Exercise prompt :: Copy every line of the following data that includes the string "service".

Stored data ::
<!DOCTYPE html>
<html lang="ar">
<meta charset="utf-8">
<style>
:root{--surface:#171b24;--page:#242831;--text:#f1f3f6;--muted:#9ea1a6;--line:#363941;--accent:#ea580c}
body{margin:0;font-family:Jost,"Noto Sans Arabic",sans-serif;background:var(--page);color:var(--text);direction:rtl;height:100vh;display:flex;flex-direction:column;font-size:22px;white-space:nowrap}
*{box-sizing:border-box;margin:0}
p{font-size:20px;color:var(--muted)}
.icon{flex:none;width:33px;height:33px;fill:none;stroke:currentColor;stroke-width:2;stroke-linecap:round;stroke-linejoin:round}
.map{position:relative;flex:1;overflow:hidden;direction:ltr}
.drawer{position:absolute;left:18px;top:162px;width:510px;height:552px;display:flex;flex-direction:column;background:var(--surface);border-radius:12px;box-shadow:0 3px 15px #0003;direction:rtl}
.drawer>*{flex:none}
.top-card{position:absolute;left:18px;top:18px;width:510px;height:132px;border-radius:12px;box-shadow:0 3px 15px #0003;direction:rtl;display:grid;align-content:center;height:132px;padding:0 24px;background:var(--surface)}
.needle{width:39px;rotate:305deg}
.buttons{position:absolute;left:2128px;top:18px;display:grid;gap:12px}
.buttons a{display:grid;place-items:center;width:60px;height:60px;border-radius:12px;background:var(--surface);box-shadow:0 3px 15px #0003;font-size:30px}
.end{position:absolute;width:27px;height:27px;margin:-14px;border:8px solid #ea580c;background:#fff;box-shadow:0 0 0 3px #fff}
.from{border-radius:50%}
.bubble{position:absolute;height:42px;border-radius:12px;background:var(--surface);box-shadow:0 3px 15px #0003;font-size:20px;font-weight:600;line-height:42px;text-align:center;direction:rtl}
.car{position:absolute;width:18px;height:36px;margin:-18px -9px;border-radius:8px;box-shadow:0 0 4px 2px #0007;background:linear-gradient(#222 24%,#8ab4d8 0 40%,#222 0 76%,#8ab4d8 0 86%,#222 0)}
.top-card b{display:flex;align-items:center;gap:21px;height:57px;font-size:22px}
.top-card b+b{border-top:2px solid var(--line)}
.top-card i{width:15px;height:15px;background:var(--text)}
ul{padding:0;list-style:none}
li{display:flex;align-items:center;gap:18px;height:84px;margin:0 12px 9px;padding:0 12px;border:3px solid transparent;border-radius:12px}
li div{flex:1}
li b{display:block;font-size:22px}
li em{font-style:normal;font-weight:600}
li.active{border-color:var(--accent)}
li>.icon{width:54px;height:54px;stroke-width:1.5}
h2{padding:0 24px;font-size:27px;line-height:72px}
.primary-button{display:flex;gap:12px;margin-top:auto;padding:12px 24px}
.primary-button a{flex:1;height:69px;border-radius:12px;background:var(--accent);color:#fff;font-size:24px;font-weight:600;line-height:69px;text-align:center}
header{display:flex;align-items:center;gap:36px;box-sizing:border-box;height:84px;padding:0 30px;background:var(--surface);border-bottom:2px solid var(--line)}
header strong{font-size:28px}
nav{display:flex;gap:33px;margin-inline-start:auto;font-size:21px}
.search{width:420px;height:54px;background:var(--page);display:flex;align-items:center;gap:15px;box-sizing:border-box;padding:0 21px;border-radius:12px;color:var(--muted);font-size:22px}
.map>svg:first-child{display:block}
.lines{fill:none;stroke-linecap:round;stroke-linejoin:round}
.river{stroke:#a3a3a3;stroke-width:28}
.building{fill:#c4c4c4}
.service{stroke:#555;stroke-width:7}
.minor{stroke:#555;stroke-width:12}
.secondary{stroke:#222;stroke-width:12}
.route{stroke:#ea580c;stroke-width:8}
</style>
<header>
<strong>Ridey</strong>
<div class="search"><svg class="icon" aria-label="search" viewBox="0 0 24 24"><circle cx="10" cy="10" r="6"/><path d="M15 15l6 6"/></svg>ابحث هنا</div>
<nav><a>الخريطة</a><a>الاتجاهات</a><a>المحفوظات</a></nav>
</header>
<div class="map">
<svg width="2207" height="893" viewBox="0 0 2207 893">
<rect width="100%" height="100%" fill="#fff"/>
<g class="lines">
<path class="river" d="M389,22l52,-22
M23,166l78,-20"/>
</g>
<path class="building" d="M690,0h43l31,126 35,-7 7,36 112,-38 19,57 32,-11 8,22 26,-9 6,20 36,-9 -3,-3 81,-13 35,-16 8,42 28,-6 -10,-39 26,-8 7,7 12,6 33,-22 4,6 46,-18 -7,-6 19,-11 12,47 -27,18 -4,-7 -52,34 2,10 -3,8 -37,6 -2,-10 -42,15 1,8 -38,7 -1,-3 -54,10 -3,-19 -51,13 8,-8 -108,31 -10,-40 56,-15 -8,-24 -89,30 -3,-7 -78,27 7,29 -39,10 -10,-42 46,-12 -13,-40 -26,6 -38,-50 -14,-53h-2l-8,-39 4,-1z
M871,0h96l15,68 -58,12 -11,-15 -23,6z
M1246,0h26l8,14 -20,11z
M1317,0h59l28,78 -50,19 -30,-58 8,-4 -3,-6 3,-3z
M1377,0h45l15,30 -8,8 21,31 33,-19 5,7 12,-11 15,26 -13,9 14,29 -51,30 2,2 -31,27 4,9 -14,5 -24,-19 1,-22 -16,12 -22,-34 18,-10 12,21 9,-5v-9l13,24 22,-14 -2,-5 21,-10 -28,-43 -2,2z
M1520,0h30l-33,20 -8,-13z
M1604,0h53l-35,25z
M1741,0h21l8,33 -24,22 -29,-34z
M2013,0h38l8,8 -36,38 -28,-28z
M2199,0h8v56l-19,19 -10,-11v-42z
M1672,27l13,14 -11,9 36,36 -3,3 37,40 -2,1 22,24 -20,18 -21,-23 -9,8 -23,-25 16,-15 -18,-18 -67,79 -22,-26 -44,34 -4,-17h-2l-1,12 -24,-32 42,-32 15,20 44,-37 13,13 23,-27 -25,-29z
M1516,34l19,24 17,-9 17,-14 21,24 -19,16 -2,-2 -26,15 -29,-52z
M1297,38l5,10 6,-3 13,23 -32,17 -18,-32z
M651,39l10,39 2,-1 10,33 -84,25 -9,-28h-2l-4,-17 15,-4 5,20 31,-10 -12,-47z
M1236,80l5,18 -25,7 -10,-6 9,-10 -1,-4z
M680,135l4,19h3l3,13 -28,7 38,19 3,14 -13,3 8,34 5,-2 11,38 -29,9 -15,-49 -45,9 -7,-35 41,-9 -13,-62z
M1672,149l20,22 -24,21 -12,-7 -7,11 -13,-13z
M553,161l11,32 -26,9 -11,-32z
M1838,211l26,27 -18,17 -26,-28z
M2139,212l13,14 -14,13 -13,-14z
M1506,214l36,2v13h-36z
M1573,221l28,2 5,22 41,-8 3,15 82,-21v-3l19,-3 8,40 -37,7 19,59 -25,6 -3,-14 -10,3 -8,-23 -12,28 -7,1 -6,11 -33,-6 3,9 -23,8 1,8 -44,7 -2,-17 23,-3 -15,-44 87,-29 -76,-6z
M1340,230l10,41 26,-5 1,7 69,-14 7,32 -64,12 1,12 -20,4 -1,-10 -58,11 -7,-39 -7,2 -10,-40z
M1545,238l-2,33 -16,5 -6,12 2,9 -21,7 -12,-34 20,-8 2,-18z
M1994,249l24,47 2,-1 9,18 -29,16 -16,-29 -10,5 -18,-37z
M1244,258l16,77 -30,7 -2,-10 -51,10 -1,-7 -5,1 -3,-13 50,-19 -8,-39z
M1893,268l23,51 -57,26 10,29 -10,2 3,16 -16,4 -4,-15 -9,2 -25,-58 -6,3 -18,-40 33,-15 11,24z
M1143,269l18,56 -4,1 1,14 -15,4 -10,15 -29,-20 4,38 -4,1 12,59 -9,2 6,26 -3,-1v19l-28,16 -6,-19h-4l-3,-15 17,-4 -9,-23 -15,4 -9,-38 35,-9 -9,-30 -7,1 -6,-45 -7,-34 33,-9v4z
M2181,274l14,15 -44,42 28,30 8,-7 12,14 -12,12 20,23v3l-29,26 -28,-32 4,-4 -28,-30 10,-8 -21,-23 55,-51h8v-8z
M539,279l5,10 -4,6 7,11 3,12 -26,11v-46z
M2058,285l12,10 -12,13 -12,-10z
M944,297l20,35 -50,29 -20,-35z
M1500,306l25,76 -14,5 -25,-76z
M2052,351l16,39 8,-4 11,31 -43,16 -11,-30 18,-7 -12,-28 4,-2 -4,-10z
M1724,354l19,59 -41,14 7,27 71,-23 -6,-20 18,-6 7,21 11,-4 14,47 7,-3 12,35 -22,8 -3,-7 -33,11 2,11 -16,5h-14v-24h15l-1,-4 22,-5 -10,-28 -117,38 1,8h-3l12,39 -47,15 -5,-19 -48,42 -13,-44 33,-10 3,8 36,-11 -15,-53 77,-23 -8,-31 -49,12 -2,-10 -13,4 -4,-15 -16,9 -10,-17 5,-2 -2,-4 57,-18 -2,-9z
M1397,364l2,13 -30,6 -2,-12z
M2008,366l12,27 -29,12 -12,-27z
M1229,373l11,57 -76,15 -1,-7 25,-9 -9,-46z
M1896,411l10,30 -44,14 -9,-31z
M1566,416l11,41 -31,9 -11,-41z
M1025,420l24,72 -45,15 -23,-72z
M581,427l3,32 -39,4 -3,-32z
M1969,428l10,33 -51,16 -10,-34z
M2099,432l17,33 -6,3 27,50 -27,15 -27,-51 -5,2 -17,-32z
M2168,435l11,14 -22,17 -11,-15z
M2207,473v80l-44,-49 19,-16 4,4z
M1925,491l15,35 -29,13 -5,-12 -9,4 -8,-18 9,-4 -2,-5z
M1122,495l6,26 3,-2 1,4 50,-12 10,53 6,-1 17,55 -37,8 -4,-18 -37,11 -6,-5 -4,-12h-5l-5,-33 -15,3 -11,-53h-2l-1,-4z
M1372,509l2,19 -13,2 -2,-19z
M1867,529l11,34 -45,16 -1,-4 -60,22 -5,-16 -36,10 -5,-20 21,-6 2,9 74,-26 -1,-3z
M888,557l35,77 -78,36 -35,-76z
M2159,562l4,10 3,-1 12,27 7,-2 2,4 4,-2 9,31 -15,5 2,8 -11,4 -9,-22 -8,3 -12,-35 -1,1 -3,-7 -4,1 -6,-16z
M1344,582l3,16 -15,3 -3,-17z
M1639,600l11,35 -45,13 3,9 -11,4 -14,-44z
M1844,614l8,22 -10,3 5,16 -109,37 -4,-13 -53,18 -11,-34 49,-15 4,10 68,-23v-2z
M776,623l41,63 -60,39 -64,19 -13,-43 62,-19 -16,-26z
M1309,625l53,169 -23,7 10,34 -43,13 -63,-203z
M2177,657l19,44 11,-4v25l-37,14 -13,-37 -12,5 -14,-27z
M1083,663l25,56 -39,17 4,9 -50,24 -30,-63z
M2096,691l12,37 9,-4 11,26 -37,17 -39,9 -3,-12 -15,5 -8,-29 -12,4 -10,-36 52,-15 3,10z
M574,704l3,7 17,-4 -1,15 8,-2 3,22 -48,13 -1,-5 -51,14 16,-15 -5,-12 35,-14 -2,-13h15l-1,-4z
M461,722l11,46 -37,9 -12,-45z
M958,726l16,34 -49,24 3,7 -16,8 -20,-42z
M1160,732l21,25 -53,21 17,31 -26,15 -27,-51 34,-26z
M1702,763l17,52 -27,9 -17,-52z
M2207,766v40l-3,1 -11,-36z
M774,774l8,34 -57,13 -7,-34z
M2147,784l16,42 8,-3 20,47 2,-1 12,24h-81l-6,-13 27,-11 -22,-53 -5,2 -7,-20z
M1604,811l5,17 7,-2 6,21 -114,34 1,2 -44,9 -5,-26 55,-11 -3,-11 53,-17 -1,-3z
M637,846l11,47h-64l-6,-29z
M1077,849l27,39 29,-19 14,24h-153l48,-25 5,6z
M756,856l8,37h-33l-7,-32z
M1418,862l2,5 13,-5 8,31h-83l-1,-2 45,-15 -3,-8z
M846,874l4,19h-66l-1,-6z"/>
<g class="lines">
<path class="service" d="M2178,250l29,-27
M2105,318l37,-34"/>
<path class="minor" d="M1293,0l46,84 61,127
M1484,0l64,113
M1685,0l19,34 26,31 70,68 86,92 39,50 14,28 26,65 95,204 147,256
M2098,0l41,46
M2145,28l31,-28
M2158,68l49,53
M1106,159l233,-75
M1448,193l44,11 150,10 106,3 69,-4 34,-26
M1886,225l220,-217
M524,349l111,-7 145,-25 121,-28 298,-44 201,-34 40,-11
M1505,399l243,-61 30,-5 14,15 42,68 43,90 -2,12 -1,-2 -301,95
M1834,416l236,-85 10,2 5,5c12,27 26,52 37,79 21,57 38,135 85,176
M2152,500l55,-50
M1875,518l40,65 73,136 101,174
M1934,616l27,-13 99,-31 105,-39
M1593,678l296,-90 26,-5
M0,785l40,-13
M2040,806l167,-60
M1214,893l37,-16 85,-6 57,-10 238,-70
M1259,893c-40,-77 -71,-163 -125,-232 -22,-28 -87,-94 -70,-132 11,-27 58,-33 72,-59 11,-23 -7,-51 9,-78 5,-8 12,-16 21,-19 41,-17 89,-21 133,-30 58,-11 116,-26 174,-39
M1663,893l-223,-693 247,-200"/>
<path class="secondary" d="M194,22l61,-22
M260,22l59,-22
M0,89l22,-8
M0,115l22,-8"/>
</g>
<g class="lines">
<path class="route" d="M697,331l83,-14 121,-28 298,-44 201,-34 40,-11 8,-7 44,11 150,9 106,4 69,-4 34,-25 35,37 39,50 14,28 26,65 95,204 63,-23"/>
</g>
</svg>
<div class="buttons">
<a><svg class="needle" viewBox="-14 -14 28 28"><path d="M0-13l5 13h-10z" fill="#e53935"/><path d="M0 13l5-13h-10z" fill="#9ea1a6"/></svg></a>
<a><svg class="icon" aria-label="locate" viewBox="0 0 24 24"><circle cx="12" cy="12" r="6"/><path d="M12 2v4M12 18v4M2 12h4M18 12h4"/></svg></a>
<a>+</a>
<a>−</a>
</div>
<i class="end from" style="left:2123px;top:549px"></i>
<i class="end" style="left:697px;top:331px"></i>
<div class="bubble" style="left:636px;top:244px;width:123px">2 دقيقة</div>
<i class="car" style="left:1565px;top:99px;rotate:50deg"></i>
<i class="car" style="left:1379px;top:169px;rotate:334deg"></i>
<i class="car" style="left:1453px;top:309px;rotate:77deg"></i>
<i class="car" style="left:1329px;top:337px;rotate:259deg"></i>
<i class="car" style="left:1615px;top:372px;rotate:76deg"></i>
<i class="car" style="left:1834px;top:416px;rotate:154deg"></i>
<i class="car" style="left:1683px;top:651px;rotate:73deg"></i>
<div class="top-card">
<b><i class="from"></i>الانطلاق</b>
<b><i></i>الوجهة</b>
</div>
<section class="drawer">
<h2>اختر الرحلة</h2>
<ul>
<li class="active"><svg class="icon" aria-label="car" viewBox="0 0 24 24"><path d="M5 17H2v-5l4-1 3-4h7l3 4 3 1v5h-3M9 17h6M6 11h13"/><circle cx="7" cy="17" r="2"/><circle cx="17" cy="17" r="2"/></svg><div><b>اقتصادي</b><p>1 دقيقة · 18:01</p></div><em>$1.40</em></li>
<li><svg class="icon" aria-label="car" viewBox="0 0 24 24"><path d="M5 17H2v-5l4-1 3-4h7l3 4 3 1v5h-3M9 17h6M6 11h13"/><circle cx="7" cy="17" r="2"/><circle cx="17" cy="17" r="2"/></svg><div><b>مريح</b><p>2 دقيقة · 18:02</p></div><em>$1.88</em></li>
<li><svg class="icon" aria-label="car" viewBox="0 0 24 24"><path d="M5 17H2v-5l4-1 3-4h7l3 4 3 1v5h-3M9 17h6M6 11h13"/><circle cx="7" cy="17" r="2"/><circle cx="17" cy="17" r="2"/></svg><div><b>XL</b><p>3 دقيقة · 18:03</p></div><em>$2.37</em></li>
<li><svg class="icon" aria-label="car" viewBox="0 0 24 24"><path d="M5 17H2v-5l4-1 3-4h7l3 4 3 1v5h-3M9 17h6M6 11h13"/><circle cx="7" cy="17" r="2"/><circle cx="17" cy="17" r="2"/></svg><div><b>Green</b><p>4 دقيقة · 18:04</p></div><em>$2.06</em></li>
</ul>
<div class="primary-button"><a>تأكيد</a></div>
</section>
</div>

Exercise answer ::
.service{stroke:#555;stroke-width:7}
<path class="service" d="M2178,250l29,-27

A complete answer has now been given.